We were just a few hundred meters away from the entrance to the landing pad when I saw a shadow on the ground and froze in my tracks. Brendan and Lara trained their lights around and looked back at me.
“You okay?” asked Brendan.
I glared straight ahead. My heart was pounding but I had to take action.
“Set the gear down,” I said coldly.
“What do you mean?” Lara snapped.
“Put the fucking gear on the ground.”
She sensed my seriousness and did as I said.
We laid our holo-cameras and recording gear at our feet.
A moment later, two hunters shimmered into view.
Lara gasped at the chilling sight.
The old hunter was closest to me. I glanced up at him. He remained motionless except for the shoulder cannon that was aimed at my head. I didn’t react. I didn’t have to.
“Now, put your hands in the air and walk away slowly,” I told Lara and Brendan.
As we started walking, I eyed the old hunter one last time. To a degree, I hoped he could comprehend the disdain I had for what they did to my friends. But what difference would it make? This was their sport. He followed my gaze as we passed them. No reaction. Only silence.
I kept walking, eyes straight ahead. I could hear the sound of crunching gravel as Brendan followed. When we made it past the entrance to the landing field, we heard a loud zap and bang followed by a small explosion. The hunters incinerated our equipment.
The rescue ship was hovering over the landing zone with the hatch open. Heitor had probably seen the alien vessel on his approach and wasn’t going to stay to find out who it belonged to. We ran to the craft, weaving through the loading equipment and fuel trucks.
Brendan was first on the ship. Heitor yelled something to us over the thrusters, but I couldn’t make out what he was saying. Brendan’s face went slack, and I looked back at what he saw.
Lara had been a few meters behind us and she tripped. As she got up, her body shuddered and blood spurted from her chest. Hiding under a cargo truck was the glistening shape of the alien bug that rose out from its hiding place. The menacing figure towered over her as she screamed in senseless agony.
Brendan grabbed me by the collar and pulled me into the ship before I could run to her. The last I saw of Lara was her being dragged into the night. There were flashes of laser fire in the distance and shiny dark things moving in from all sides of the landing zone.
* * *
I brushed a tear away. The interrogators gazed at me, their faces emotionless.
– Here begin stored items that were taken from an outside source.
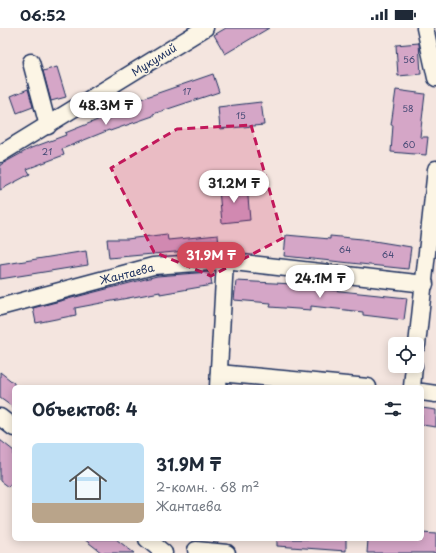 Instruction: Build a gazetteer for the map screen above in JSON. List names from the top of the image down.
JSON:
{
  "streets": {
    "street": ["Мукумий", "Жантаева"]
  },
  "house_numbers": [
    "56",
    "17",
    "58",
    "15",
    "60",
    "21",
    "64",
    "64"
  ],
  "page": {
    "status": "06:52",
    "price": [
      "48.3M ₸",
      "31.2M ₸",
      "31.9M ₸",
      "24.1M ₸"
    ],
    "heading": "Объектов: 4",
    "list": [
      {
        "name": "31.9M ₸",
        "note": "2-комн. · 68 m² · Жантаева"
      }
    ]
  }
} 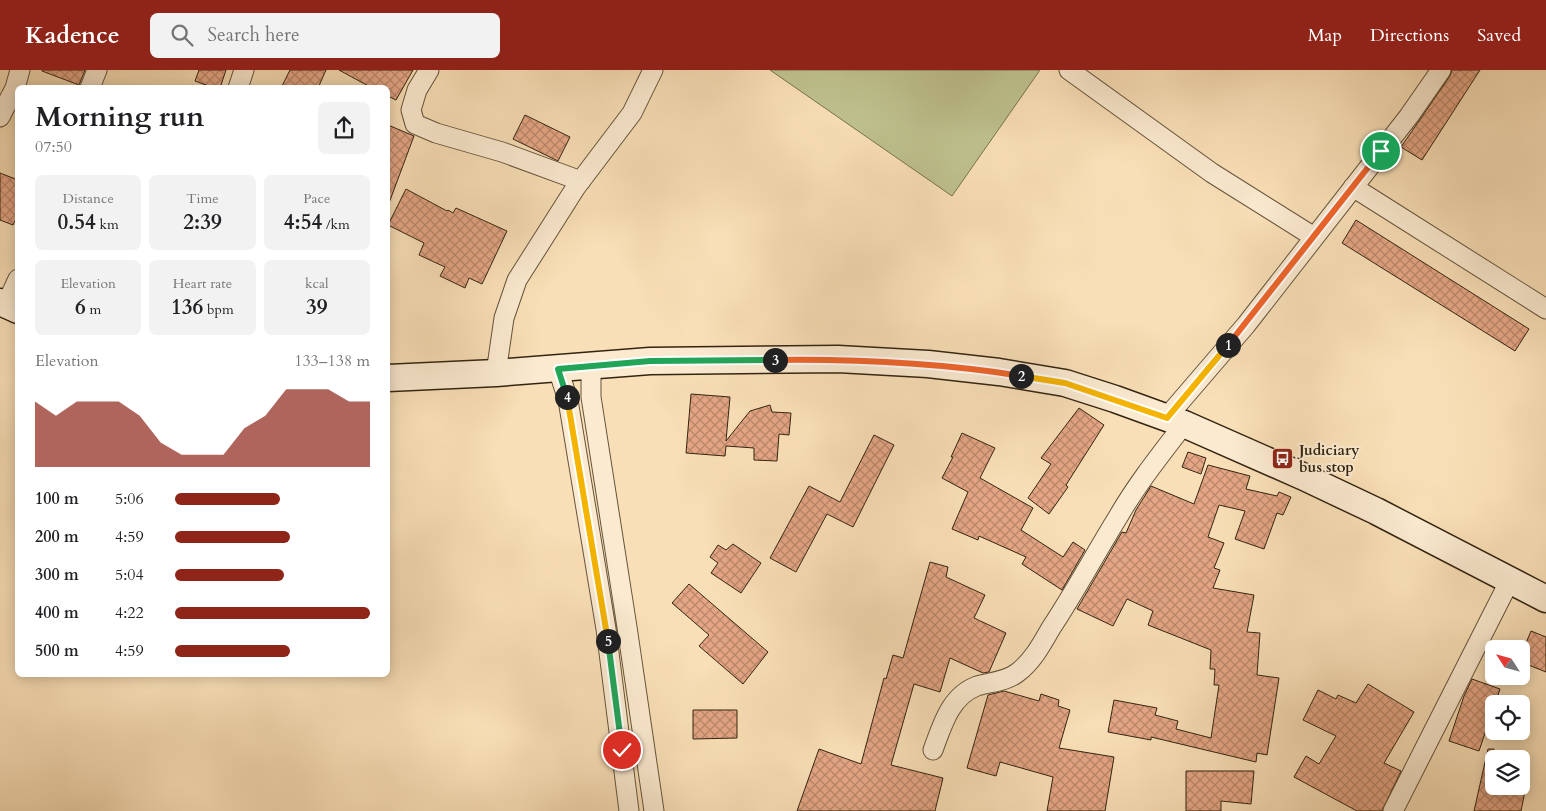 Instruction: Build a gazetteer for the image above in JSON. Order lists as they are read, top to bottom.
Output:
{
  "places": {
    "bus stop": ["Judiciary bus stop"]
  },
  "north": "top left",
  "page": {
    "header": "Kadence",
    "search": "Search here",
    "nav": ["Map", "Directions", "Saved"],
    "heading": ["Morning run", "07:50"],
    "stats": [
      ["Distance", "0.54 km"],
      ["Time", "2:39"],
      ["Pace", "4:54 /km"],
      ["Elevation", "6 m"],
      ["Heart rate", "136 bpm"],
      ["kcal", "39"]
    ],
    "pins": [
      "1",
      "3",
      "2",
      "4",
      "5"
    ],
    "chart": ["Elevation", "133–138 m"],
    "list": [
      {
        "name": "100 m",
        "note": "5:06"
      },
      {
        "name": "200 m",
        "note": "4:59"
      },
      {
        "name": "300 m",
        "note": "5:04"
      },
      {
        "name": "400 m",
        "note": "4:22"
      },
      {
        "name": "500 m",
        "note": "4:59"
      }
    ]
  }
}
Then, the younger man spoke. “That’s it?”
I scoffed, “Yeah, that’s it. Now, can I go?”
The older man leaned forward. “Ms. Philip, we still have questions about what happened. There are also the legal consequences of violating a planetary quarantine.”
“Let me tell it to the judge,” I replied.
He smirked. “I wouldn’t make plans for that right now.”
“I get it,” I said. “You don’t want anyone knowing what happened down there. Frankly, I don’t care. They weren’t my friends anyway. You have all our gear. You’ve scanned me, probed me. All I have is a story I want to put behind me.”
“That’s a very rational position,” said the older man.
What he meant to say was that I was a cold-hearted bitch. And I hoped he believed it, because that was my only chance of getting out of there.
Heaven help me if they found out that I lied about Lara dying before she made it to Jian Station with the holo-cards and the data about what really happened on Tenebris. In that case, Connor and Kevin really would have died in vain, and what happened on that derelict planet would happen again.
Despite the horrific scene I witnessed on Tenebris, after watching how the Company tried to exploit it for their own purposes and then cover it up, I’m not sure if the real terrors we’re going to encounter as we spread out across the galaxy are going to be the ones we find, or the ones we bring with us.